The meager savings account interest rates found at most financial institutions may not be enough to convince everyone to stash their money at the bank, but offering a chance to win a cash prize for making a deposit may bring dramatically more savers into the fold.

That's according to recent research by several groups on the subject of prize-linked savings accounts. The chance to win big seems to be a sufficient motivation for many individuals to save in everything from savings bonds to certificates of deposit (CDs).

The link between prizes and savings

Last month, the non-profit Doorways to Dreams Fund issued a report on its Save Your Refund program, which encouraged those receiving a federal tax return to put at least $50 in a qualified savings account. In exchange, they would be entered for a chance to win a $250 weekly prize or a $25,000 grand prize.
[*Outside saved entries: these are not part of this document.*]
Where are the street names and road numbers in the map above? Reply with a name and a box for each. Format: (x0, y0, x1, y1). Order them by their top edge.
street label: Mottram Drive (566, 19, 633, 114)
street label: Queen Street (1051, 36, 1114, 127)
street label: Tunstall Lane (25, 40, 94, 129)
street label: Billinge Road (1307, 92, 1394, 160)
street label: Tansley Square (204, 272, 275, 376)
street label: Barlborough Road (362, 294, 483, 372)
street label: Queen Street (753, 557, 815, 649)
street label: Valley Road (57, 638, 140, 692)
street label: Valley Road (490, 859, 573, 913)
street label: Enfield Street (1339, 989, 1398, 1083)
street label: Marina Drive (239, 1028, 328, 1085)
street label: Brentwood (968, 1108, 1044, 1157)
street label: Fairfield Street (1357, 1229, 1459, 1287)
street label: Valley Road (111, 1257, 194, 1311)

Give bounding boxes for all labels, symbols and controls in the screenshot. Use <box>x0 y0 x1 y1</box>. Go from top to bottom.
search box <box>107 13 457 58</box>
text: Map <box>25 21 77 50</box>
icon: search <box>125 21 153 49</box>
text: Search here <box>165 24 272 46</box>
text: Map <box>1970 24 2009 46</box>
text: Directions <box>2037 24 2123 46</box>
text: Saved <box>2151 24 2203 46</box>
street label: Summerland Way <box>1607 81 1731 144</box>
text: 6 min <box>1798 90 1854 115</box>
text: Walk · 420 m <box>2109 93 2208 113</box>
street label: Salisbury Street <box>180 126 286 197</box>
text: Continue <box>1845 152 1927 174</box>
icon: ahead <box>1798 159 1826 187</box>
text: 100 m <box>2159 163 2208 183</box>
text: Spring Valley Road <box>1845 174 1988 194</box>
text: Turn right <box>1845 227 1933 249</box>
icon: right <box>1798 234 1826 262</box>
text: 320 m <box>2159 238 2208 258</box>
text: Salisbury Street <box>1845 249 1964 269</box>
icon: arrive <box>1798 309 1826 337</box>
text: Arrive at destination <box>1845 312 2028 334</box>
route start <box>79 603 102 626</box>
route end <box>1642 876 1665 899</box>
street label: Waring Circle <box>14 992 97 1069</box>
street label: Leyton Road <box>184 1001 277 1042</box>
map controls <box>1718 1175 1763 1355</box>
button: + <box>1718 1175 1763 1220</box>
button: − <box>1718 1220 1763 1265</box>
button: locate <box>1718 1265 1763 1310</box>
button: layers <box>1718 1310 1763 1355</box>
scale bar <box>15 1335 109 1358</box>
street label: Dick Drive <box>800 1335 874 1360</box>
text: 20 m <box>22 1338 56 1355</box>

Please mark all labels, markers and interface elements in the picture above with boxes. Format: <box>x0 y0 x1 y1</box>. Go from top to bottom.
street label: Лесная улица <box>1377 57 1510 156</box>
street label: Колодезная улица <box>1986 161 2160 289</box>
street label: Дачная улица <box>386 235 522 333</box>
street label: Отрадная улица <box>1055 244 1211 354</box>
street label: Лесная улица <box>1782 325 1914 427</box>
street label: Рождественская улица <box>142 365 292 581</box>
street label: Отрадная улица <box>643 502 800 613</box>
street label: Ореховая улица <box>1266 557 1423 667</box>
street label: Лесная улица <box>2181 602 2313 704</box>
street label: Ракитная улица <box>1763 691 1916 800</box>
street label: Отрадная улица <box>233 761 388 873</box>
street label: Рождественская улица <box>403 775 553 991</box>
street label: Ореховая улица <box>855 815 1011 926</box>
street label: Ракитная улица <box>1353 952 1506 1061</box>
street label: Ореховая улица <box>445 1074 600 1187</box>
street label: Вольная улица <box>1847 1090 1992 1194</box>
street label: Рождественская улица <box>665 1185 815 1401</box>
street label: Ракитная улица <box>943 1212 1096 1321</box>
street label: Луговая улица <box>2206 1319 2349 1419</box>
Although relatively few individuals took advantage of the program in its first year -- only 772 entries were received -- Doorways to Dreams says it was pleased with the results and that it plans to run the promotion again in 2014. The average participant saved 33 percent of their tax return, and $691,797 was saved in savings bonds, savings accounts, CDs and IRAs, among other qualified options.

The Save Your Refund program comes on the heels of Doorways to Dreams' highly popular Save to Win pilot program in Michigan. That program enters individuals into cash drawings for every $25 they deposit into a savings certificate at participating credit unions.

In 2012, more than 15,000 individuals participated in the Save to Win program at 58 Michigan credit unions. They saved nearly $44 million and had an average year-end balance of more than $2,800. In addition, 82 percent of accounts open in December 2011 rolled over to 2012. What's more, 94 percent of self-reported non-savers rolled over their accounts, which may indicate that a cash prize trumps today's CD yields when it comes to encouraging savings.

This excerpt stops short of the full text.